Blotter: December 2011

Ponzi Classic

Post-Madoff, there is no shortage of Ponzi schemes. The SEC alleges that Garfield M. Taylor defrauded more than $27 million from about 130 investors in a Ponzi scheme perpetrated from 2005 to 2010. Taylor promised 20 percent annual returns to mostly middle-class residents of his own Washington, D.C.-metropolitan-area community with little to no investing expertise, offering them promissory notes that engaged in low-risk options trading. Instead, he invested in high-risk, speculative options trading and suffered huge losses. He also urged his clients to refinance their homes and use whatever means available to invest.
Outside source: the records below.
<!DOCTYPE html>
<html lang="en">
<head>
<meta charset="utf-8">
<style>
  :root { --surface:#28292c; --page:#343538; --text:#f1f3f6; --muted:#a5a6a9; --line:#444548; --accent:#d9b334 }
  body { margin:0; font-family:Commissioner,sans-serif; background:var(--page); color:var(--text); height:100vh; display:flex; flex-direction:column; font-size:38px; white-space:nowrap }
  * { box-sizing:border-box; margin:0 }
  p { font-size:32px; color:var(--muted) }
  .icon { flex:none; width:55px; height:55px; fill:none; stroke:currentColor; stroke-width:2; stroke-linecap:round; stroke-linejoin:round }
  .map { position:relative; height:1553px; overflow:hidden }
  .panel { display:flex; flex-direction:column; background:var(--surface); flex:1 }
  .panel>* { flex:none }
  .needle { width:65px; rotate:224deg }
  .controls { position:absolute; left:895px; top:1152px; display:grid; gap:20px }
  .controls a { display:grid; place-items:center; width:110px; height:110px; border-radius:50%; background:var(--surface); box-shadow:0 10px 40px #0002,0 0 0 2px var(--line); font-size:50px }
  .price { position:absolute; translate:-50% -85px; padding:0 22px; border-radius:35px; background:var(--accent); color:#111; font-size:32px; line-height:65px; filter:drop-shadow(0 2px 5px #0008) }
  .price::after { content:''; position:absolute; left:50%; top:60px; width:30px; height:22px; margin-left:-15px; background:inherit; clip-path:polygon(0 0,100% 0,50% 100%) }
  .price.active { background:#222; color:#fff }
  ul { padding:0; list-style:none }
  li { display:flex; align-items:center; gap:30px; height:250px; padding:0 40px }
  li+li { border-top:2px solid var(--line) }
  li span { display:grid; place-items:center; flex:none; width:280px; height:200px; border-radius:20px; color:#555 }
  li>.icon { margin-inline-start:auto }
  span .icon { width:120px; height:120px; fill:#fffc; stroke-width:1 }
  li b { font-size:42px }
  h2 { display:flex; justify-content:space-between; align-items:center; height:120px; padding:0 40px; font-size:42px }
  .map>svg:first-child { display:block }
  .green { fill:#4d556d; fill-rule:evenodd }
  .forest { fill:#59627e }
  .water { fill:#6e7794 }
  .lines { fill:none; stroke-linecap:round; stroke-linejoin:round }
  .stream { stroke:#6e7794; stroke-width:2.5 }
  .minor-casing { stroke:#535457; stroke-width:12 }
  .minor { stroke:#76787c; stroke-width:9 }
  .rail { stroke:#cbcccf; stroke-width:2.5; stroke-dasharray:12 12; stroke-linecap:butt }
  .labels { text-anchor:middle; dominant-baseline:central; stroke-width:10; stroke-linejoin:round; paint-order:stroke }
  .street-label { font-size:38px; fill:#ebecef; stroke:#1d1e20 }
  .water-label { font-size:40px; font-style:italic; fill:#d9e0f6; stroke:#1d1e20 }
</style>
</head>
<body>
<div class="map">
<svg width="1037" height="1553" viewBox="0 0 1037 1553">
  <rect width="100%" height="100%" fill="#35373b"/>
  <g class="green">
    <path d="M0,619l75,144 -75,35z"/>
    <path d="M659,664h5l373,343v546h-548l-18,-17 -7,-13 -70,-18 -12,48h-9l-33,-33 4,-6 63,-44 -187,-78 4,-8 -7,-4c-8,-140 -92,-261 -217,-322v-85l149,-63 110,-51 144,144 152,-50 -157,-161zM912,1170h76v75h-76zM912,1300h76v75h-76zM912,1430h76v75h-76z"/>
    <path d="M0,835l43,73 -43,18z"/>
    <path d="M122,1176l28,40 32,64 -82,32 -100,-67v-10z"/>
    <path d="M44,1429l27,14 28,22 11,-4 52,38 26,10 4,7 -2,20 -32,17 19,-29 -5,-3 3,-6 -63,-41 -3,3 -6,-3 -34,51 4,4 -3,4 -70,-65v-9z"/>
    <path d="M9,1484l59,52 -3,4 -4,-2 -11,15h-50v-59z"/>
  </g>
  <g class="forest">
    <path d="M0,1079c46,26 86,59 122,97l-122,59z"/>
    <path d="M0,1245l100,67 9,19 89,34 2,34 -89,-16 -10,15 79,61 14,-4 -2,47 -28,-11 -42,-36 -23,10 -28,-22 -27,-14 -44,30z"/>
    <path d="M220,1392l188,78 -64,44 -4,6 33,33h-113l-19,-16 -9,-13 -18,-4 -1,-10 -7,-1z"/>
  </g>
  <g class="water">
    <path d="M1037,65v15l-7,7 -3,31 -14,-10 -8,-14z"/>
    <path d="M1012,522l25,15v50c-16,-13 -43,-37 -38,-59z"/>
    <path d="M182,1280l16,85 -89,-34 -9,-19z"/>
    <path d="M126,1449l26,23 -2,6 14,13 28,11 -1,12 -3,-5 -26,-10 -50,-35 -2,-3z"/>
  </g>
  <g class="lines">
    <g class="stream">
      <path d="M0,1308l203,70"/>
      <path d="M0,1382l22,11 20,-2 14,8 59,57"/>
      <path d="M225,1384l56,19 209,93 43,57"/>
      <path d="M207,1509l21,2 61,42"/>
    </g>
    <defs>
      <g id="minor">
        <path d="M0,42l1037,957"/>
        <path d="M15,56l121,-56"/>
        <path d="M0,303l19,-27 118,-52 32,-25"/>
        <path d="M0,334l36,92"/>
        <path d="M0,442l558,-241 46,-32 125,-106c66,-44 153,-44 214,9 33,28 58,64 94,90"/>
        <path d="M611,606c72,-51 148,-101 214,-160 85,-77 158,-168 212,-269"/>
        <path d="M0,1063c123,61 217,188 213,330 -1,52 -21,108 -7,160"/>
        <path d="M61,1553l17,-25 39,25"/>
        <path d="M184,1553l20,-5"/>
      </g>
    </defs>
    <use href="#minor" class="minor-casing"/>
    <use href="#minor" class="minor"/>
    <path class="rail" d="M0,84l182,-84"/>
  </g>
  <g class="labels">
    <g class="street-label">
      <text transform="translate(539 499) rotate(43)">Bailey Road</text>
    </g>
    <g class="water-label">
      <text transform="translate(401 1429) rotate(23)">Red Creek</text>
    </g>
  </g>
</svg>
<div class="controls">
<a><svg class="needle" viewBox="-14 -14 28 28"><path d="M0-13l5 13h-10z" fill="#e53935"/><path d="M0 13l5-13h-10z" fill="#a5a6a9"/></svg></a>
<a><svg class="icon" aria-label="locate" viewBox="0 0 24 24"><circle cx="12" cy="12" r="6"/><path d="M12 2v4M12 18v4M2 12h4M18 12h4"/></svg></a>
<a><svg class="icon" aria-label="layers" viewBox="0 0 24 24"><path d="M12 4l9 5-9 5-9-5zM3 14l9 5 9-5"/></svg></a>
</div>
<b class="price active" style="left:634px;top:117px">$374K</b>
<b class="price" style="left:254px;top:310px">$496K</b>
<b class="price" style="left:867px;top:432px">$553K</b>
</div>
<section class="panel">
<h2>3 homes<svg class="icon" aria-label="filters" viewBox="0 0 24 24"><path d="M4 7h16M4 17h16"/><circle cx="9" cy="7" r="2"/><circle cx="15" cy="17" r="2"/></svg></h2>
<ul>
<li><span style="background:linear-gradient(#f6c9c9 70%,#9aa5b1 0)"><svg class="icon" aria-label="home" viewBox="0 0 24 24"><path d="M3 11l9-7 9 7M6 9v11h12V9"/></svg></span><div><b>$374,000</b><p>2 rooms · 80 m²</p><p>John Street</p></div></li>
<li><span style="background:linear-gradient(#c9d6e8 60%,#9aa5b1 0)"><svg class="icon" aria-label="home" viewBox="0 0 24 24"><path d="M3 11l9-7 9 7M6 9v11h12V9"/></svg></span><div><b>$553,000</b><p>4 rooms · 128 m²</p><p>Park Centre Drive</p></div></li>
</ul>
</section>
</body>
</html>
In the usual Ponzi fashion, Taylor used the money from new investors to pay returns to earlier investors and induced current investors to solicit and refer new investors for him.

Beware the Hype

Who wouldn't love to get filthy rich on a steady diet of social media IPOs? That's what John A. Mattera and some of his friends were counting on. Together they created a new hedge fund named The Praetorian Global Fund and claimed the fund and affiliated entities owned tens of millions of dollars worth of shares in companies that are expected to soon launch IPOs, including Facebook, Groupon and others. They also told investors that an escrow service was receiving their funds. Instead, according to the SEC's complaint, Mattera and his partners never owned pre-IPO shares in the companies and the escrow service simply transferred investor funds to personal accounts. The SEC is seeking an emergency court order to freeze the assets of Mattera and 11 others. Mattera has been the subject of a prior SEC enforcement action and several state criminal actions.

Madoff Cog Charged

The SEC charged a longtime Bernie Madoff employee with fraud for his role in creating fake trades to facilitate the massive Ponzi scheme. David Kugel, who worked at Bernard L. Madoff Investment Securities LLC (BMIS) for nearly four decades, faces civil and criminal charges for his alleged role in creating the fictitious trade information. Kugel's own account at BMIS was among those in which backdated trades were entered, and he withdrew nearly $10 million in “profits” from the fictitious trading over several years. The SEC has already charged two other longtime Madoff employees, Annette Bongiorno and JoAnn Crupi, for their roles in producing phony account statements that were sent to Madoff investors.